===== THE DATA

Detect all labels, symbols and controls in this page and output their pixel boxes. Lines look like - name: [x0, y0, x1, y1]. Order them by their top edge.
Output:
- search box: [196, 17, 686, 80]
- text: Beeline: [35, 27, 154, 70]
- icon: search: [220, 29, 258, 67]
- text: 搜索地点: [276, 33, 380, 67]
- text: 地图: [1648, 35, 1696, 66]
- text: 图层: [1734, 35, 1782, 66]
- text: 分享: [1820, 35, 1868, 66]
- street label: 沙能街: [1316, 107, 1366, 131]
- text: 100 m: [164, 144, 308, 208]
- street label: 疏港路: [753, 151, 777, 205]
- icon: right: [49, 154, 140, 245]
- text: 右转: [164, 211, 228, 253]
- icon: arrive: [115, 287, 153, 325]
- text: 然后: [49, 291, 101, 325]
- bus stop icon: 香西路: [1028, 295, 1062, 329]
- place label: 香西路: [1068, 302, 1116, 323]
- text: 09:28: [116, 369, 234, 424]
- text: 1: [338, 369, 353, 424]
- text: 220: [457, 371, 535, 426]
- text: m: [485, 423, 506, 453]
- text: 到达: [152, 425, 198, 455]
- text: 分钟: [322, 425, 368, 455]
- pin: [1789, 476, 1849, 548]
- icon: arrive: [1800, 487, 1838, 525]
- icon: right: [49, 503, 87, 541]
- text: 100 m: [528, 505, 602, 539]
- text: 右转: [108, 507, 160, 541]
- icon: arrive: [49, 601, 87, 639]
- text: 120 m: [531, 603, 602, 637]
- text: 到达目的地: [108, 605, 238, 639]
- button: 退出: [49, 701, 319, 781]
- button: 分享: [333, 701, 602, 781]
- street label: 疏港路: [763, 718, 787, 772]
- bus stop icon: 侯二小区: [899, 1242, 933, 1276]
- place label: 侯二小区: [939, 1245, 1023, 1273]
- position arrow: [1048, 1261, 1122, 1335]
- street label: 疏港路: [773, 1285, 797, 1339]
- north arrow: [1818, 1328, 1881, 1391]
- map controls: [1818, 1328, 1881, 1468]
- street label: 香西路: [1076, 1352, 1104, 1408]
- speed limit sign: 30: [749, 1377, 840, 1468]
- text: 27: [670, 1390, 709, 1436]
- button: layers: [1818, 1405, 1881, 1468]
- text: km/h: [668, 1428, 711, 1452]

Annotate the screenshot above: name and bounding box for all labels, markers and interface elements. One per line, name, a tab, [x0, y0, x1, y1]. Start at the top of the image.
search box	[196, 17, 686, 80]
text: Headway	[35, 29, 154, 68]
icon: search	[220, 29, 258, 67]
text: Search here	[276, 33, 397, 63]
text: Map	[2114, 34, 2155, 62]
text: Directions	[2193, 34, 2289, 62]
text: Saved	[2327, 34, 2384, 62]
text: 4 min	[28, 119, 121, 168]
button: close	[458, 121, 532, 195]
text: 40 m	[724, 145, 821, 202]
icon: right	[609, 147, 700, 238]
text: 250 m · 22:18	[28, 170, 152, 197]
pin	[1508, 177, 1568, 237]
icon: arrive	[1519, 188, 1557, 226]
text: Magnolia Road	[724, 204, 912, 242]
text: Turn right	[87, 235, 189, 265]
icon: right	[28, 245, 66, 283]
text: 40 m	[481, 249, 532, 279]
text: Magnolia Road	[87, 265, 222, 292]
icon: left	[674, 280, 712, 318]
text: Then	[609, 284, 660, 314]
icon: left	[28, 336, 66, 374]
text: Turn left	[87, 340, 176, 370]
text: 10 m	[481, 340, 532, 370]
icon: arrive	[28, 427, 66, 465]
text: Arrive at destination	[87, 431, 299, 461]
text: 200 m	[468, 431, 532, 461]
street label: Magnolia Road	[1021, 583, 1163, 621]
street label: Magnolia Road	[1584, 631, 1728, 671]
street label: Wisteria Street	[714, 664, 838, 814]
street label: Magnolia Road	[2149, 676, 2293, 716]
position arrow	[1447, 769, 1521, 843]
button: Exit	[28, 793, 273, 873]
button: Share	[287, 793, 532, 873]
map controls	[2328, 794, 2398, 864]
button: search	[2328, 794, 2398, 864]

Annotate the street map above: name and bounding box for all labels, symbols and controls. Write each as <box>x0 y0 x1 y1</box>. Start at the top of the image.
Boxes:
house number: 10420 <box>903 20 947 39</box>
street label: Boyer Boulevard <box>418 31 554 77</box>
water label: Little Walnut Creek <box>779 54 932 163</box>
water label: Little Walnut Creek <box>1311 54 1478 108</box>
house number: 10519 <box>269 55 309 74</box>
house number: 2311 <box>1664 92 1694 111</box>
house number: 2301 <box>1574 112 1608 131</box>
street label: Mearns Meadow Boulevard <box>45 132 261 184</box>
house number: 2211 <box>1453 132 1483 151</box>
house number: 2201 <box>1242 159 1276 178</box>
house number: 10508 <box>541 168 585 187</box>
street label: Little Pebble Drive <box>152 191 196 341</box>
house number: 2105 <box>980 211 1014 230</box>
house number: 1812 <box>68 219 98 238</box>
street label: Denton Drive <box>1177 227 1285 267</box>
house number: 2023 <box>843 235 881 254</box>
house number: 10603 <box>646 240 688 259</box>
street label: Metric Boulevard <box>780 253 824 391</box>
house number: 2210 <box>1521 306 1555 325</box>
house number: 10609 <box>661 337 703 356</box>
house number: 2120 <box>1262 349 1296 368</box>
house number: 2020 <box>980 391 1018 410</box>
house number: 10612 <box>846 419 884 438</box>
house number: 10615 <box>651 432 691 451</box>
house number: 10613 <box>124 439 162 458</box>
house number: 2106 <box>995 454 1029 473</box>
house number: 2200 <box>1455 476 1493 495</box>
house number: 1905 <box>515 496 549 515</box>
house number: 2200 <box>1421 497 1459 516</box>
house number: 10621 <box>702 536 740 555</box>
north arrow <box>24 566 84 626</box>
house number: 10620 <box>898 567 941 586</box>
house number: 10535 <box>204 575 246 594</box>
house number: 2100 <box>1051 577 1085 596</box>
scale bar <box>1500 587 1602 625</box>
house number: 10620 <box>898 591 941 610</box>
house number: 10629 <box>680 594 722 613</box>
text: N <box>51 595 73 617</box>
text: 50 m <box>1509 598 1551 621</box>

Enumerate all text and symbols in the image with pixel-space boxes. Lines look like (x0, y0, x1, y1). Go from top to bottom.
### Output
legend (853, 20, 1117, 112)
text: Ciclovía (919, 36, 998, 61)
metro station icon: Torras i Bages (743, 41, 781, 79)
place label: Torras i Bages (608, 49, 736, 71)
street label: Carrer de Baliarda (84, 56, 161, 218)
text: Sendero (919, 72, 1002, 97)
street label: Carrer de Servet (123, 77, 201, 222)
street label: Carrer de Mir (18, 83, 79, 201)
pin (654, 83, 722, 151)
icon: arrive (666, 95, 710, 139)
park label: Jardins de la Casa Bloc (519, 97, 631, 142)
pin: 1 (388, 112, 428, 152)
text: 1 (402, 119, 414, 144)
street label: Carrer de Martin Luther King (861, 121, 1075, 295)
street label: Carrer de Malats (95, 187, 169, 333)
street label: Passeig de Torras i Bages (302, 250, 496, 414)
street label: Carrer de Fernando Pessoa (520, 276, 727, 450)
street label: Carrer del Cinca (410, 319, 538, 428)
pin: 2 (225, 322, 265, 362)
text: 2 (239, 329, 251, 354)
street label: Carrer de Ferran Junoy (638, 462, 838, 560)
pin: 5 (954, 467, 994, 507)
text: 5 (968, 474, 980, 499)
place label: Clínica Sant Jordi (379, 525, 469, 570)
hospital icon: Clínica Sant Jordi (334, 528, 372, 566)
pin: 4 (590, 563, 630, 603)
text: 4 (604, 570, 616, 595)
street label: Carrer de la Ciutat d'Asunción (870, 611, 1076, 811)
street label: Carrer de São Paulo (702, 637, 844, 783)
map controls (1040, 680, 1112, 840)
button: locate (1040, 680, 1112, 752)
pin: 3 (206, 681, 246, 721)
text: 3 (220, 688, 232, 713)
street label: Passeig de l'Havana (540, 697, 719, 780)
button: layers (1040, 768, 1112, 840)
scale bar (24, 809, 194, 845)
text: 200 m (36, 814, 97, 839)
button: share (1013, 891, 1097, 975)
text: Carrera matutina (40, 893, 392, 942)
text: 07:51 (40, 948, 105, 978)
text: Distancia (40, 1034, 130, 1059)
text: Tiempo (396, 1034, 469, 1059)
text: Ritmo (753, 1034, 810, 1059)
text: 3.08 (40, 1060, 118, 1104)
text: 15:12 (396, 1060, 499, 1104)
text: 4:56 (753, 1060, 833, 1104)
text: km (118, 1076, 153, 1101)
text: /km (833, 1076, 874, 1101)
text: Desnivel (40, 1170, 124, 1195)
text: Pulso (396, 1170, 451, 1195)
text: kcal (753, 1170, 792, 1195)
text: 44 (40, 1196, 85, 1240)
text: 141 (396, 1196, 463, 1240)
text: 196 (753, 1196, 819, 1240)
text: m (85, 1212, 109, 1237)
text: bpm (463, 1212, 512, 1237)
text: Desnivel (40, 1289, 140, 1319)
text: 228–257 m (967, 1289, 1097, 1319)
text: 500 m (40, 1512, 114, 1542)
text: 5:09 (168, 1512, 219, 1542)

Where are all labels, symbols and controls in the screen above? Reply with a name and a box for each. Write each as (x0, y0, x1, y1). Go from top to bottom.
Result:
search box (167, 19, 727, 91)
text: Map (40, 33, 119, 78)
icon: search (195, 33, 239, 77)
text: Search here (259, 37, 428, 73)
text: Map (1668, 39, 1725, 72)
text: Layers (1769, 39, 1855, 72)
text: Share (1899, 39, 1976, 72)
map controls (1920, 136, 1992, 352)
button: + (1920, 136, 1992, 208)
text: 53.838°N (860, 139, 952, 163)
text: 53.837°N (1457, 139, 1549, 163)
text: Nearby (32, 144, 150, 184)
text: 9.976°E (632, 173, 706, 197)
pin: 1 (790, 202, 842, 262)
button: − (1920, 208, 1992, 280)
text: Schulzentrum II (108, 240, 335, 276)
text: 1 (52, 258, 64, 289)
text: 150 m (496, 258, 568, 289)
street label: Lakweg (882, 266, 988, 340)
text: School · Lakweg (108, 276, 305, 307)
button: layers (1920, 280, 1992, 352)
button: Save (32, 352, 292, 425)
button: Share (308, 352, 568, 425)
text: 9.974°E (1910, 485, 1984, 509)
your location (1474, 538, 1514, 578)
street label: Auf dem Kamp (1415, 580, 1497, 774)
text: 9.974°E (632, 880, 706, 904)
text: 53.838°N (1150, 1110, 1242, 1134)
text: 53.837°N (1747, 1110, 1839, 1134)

==========

:: EXERCISE REQUIREMENTS ::
Only lines that contain "controls" are needed, so copy each of them from the data.

:: EXERCISE ANSWER ::
Detect all labels, symbols and controls in this page and output their pixel boxes. Lines look like - name: [x0, y0, x1, y1]. Order them by their top edge.
- map controls: [1818, 1328, 1881, 1468]
map controls	[2328, 794, 2398, 864]
Annotate the street map above: name and bounding box for all labels, symbols and controls. Write each as <box>x0 y0 x1 y1</box>. Start at the top of the image.
map controls (1040, 680, 1112, 840)
Where are all labels, symbols and controls in the screen above? Reply with a name and a box for each. Write each as (x0, y0, x1, y1). Go from top to bottom.
map controls (1920, 136, 1992, 352)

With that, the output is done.